THE LIMITS OF PROGRESSIVE POLITICS

Sure to be controversial, as books about Middle Eastern policy tend to be, but a welcome, well-informed contribution.

A focused look at the obdurate problem of Palestinian-Israeli relations and the Americans on both sides of the issue.

Media studies scholar Hill and Middle East foreign policy specialist Plitnick open with an example of what might appear to be contradictory stances among American progressives: outrage at the Trump administration’s immigration policy yet apparent silence when, soon after Trump deployed soldiers to the southern border, that administration cut off funding to the United Nations Relief and Works Agency, which “provides emergency food, shelter, medication, supplies, and medication to millions of Palestinian refugees living in the West Bank, Gaza, and camps in neighboring countries.” There was hardly any policy discussion on the matter, and those few progressives who did raise objections went unheeded.
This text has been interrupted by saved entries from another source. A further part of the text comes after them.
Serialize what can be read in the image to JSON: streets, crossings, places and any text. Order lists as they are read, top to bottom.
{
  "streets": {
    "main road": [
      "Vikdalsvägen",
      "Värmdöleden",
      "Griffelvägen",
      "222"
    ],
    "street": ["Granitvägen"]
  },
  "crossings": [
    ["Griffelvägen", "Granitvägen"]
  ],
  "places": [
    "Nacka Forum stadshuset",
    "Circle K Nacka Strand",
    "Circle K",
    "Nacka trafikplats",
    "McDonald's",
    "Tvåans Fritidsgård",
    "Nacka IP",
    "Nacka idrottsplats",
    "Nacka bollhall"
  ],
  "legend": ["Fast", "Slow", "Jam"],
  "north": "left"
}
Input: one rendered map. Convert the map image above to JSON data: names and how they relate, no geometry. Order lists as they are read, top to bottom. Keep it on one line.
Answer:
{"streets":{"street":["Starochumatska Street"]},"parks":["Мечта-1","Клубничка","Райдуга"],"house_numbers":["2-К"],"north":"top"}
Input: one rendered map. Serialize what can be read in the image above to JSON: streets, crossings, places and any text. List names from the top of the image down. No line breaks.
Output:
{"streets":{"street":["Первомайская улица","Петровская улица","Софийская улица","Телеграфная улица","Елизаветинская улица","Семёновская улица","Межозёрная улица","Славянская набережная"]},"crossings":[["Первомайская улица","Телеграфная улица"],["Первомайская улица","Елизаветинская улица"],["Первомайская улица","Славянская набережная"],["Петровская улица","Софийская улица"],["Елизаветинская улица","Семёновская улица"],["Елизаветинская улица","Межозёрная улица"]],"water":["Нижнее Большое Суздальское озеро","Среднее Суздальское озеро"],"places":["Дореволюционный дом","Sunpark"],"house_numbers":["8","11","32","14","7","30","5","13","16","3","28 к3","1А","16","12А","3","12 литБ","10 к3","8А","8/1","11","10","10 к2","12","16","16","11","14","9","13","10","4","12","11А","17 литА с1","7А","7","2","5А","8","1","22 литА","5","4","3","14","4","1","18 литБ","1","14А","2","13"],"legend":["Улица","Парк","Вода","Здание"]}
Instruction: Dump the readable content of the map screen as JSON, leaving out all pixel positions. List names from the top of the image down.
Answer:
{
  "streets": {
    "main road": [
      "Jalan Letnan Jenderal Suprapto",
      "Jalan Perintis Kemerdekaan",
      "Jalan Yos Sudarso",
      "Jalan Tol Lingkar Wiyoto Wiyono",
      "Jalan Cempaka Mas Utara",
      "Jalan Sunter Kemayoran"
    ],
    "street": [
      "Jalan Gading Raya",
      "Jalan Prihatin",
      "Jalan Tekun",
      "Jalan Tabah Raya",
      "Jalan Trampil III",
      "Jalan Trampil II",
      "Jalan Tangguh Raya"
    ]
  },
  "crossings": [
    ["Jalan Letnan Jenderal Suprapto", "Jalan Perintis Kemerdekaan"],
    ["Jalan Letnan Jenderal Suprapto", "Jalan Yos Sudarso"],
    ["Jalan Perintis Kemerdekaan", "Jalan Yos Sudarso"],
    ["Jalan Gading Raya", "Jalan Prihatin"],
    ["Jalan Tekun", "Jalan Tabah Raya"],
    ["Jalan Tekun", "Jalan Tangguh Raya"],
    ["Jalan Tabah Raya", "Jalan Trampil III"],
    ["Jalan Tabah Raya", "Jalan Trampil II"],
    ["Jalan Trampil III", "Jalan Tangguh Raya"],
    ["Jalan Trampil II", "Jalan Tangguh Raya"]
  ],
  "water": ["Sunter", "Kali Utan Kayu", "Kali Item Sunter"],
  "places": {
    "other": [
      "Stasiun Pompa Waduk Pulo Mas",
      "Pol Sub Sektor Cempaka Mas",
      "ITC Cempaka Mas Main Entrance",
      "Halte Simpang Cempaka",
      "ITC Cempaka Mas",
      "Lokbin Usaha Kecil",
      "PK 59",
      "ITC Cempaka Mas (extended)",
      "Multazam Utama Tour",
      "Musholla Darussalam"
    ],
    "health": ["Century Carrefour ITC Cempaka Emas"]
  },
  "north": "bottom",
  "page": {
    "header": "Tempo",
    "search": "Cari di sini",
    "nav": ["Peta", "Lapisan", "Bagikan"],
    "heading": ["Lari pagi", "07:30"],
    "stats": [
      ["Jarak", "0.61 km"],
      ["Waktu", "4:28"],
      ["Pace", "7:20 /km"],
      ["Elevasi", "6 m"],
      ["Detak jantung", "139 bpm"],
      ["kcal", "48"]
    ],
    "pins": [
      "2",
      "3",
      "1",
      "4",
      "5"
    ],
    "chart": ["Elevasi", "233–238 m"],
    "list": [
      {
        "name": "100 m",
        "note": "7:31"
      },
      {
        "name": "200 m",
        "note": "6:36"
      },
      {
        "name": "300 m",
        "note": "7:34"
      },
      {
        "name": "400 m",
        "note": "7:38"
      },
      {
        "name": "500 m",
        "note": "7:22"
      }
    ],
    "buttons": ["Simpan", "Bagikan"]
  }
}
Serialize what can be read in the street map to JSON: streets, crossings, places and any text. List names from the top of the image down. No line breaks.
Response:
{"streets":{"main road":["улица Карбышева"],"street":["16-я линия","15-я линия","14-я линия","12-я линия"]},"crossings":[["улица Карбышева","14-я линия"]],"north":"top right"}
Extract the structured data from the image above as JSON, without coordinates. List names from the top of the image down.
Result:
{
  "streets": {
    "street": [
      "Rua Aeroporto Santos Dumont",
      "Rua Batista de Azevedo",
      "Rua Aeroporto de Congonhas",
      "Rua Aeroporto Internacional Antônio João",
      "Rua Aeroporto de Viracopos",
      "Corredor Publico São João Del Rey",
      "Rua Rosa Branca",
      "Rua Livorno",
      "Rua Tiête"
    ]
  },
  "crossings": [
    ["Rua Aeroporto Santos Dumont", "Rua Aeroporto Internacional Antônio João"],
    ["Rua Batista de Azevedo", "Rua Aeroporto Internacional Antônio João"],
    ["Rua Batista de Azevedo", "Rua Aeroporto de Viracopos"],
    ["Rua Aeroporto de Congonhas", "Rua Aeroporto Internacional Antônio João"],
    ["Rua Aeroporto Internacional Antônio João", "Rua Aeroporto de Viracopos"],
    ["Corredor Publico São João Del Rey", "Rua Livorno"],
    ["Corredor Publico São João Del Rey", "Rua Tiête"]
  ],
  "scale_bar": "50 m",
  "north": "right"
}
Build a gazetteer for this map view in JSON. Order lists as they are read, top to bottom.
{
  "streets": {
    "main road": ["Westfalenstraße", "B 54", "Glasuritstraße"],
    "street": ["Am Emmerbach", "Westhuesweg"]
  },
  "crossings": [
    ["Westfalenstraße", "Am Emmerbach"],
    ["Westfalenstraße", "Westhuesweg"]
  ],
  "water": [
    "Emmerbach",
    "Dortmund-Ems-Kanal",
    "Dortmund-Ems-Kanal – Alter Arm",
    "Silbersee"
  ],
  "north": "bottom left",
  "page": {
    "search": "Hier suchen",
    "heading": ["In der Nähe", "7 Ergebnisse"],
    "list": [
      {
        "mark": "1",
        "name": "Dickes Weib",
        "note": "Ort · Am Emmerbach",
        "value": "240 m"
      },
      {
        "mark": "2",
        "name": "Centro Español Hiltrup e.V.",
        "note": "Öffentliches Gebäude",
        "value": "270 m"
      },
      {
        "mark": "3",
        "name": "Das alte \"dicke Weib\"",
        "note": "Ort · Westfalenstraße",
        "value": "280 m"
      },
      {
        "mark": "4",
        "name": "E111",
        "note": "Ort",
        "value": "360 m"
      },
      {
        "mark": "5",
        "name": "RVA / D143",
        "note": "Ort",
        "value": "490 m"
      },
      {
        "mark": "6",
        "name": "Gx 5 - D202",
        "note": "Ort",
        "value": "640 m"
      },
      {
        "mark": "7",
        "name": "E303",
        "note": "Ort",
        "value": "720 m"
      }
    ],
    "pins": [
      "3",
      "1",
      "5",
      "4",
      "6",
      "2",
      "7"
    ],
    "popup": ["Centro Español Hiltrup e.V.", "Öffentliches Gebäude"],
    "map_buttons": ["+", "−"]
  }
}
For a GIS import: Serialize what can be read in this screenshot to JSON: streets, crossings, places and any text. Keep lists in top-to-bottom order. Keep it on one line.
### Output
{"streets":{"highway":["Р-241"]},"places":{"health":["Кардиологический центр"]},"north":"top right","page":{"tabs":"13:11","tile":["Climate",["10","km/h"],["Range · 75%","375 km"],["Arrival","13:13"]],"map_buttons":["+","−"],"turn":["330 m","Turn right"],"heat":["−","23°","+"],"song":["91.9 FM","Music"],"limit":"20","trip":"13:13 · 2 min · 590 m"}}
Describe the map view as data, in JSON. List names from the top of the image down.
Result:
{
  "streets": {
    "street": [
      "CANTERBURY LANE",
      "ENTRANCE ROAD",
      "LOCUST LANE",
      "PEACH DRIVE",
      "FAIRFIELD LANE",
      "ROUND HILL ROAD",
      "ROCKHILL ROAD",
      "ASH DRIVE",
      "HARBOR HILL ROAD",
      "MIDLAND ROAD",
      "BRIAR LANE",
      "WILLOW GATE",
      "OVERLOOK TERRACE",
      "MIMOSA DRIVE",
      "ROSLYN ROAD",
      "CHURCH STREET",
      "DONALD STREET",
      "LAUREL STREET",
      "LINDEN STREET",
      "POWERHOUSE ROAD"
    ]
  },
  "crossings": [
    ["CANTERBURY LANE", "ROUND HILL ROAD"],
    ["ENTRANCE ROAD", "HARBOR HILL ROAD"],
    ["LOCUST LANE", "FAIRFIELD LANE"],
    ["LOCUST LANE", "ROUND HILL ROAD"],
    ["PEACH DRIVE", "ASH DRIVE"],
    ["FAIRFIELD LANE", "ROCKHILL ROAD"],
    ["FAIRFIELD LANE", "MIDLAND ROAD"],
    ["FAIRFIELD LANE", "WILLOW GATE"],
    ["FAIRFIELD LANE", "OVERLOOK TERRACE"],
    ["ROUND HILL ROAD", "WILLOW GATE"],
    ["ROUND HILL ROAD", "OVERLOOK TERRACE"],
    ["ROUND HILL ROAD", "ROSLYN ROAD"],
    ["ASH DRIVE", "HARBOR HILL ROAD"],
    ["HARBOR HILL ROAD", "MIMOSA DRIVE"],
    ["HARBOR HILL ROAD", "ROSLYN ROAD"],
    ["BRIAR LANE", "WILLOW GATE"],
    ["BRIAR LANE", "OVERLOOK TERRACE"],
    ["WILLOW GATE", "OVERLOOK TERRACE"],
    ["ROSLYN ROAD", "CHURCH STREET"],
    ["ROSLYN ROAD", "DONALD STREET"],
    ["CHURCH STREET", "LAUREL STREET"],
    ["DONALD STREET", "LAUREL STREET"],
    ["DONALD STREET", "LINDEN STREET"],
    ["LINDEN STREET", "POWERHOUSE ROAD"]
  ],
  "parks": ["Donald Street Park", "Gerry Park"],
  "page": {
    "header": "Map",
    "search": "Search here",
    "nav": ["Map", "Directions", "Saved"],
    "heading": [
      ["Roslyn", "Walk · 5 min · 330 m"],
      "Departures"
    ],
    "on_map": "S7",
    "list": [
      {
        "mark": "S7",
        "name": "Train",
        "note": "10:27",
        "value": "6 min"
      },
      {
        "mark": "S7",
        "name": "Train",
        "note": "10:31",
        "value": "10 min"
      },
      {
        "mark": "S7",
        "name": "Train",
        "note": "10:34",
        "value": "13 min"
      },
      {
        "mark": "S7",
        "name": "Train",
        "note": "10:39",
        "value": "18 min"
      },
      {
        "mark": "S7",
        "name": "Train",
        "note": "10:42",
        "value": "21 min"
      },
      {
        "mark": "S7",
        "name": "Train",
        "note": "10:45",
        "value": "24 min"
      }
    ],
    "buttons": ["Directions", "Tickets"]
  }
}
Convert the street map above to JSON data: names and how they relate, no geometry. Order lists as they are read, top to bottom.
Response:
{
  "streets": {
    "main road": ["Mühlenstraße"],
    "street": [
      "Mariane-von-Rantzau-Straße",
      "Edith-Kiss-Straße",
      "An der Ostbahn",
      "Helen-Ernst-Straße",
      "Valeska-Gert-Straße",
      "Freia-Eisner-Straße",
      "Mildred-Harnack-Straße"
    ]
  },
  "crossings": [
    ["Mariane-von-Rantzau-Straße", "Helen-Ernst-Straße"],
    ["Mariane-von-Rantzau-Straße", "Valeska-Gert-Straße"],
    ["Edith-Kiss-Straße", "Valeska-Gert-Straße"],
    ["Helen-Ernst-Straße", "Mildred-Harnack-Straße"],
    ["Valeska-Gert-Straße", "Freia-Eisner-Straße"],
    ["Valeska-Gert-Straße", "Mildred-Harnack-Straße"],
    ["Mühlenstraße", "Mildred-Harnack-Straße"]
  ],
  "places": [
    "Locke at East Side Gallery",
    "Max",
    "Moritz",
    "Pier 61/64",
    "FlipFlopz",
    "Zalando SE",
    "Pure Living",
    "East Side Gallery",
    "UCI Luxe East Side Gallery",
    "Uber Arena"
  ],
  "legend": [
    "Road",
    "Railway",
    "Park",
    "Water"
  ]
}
The Obama administration, note the authors, was little more concerned with Palestinian human rights issues, and, they add, things are likely to get worse. Gaza in particular is projected to be uninhabitable soon, and those who live there do so under the baleful eye of the Israeli military and a government that, in 2018, declared that “only Jews can exercise national self-determination in Israel.” The authors argue that human rights should become the “primary predicate for U.S. policy in the region.” They also examine the efficacy of various means of Palestinian resistance, winning no diplomatic points for nonviolence, even as Israel continues to view the situation as a zero-sum game: “Peaceful coexistence, while not entirely ruled out, is seen as too risky a gamble.” In their clear and evenhanded analysis, the authors conclude that progressives must work to dismantle injustices, many of which are perpetuated by the U.S. government, and in turn, to hold the Israeli government “accountable for its actions in the region, and especially for its denial of basic rights to Palestinians.”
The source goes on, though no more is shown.